#### EXERCISE AIM
Output, word for word, the lines of this listing that fall between the line with "Input: one rendered map. Build" and the line with "Map reading. What", counting both of those lines, and no others.

□ □ □ □ □ □ □

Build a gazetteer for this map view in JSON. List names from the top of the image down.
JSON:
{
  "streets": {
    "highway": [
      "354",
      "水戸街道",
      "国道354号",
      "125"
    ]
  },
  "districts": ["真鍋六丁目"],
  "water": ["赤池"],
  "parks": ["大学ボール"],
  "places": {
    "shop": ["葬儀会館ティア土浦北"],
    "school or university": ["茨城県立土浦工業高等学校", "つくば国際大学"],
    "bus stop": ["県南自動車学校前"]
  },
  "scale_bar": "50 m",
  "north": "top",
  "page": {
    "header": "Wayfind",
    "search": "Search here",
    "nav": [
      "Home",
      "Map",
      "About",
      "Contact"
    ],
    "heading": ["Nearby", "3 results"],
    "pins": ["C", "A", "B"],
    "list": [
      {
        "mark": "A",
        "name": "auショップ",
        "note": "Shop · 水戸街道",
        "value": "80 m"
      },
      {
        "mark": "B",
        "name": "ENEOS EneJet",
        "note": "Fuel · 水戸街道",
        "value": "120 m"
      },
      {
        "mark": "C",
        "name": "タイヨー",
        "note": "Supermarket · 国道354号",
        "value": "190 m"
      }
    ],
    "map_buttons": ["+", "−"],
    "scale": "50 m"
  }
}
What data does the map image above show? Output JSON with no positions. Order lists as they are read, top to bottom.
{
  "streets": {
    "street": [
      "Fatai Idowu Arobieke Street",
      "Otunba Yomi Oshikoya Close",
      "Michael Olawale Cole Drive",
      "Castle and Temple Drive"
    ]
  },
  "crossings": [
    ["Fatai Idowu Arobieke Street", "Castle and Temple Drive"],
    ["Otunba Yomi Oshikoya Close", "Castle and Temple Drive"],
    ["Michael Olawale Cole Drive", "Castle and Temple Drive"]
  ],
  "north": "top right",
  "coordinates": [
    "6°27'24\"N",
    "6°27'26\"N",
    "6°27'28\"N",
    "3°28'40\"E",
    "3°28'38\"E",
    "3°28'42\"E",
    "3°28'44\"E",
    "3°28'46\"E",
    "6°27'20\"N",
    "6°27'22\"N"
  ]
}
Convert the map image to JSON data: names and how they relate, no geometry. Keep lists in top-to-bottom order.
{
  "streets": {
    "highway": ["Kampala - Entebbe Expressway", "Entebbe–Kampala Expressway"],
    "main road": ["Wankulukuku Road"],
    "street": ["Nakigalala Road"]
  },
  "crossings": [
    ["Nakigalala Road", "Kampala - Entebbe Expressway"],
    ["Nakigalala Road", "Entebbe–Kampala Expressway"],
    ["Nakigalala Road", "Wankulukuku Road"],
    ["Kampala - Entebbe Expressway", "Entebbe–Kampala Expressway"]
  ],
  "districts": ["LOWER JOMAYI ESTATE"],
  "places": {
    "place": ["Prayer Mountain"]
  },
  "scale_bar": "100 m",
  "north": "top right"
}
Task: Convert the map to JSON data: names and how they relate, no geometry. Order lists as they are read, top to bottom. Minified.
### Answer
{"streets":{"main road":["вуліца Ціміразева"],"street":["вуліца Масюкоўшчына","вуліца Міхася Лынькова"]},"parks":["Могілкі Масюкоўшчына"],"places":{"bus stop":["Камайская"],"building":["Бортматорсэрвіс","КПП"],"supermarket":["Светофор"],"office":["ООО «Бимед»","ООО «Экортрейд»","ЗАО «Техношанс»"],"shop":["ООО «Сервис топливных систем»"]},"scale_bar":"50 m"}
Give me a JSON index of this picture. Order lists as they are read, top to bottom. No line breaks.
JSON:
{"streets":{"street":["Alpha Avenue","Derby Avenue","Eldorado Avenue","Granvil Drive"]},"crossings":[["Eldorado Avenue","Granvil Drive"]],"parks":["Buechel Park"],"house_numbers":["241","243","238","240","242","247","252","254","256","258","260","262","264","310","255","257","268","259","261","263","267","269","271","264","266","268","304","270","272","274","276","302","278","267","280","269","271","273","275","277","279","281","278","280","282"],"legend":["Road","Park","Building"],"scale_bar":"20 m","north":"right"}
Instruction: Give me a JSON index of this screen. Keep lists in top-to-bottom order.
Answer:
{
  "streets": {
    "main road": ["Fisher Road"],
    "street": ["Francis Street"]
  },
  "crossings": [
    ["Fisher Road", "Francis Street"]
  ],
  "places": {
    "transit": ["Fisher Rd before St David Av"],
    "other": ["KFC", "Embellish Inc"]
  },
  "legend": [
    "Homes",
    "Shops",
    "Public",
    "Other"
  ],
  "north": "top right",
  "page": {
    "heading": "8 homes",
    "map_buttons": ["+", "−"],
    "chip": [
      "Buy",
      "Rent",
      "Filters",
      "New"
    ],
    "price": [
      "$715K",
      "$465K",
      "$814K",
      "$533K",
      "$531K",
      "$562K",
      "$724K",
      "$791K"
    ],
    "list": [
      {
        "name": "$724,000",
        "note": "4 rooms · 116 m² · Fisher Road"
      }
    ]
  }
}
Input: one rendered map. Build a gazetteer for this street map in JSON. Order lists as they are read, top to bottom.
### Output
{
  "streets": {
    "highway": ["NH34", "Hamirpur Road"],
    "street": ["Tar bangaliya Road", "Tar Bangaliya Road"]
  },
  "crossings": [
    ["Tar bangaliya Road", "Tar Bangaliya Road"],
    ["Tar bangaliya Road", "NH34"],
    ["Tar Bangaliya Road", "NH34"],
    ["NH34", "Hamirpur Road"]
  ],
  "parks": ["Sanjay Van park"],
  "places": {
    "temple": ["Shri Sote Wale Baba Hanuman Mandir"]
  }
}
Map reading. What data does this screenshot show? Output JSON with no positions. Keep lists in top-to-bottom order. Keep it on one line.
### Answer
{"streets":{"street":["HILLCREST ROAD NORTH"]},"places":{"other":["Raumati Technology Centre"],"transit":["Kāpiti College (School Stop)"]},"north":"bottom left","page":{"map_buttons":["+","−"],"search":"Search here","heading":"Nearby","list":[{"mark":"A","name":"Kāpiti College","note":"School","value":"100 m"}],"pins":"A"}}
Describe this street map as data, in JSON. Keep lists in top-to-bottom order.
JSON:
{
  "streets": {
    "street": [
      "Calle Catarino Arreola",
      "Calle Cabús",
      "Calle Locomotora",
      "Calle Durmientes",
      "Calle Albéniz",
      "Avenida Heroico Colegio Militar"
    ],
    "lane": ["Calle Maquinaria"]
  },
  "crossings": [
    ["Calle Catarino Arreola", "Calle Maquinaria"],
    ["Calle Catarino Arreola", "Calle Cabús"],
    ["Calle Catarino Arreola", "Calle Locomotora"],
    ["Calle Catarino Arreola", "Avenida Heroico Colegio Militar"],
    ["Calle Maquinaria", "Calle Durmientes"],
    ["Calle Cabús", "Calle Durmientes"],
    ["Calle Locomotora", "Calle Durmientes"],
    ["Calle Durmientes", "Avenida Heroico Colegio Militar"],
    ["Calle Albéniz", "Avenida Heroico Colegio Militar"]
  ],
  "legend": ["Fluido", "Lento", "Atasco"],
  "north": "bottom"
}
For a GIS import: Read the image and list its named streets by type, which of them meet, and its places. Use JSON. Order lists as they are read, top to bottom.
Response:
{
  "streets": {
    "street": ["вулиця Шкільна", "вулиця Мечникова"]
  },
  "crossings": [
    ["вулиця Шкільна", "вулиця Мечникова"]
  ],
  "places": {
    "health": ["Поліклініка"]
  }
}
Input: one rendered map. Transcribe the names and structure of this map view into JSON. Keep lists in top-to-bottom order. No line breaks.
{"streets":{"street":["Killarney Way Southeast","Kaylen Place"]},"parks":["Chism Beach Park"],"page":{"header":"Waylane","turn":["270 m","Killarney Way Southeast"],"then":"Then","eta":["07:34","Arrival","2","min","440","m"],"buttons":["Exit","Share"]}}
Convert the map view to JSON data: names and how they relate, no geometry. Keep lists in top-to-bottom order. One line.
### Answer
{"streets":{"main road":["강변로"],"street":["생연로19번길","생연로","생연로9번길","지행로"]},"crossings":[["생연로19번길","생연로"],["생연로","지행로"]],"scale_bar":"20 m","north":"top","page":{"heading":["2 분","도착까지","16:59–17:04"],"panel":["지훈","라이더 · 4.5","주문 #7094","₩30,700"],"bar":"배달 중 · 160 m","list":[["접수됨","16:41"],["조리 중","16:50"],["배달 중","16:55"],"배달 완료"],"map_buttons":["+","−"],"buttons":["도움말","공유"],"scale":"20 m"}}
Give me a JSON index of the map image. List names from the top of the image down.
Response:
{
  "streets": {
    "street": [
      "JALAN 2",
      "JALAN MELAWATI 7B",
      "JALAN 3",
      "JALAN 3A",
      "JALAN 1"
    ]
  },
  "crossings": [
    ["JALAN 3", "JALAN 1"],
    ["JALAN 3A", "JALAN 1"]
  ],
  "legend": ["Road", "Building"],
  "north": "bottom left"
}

□ □ □ □ □ □ □

#### SOLUTION TO THIS PROBLEM
Input: one rendered map. Build a gazetteer for this street map in JSON. Order lists as they are read, top to bottom.
### Output
{
  "streets": {
    "highway": ["NH34", "Hamirpur Road"],
    "street": ["Tar bangaliya Road", "Tar Bangaliya Road"]
  },
  "crossings": [
    ["Tar bangaliya Road", "Tar Bangaliya Road"],
    ["Tar bangaliya Road", "NH34"],
    ["Tar Bangaliya Road", "NH34"],
    ["NH34", "Hamirpur Road"]
  ],
  "parks": ["Sanjay Van park"],
  "places": {
    "temple": ["Shri Sote Wale Baba Hanuman Mandir"]
  }
}
Map reading. What data does this screenshot show? Output JSON with no positions. Keep lists in top-to-bottom order. Keep it on one line.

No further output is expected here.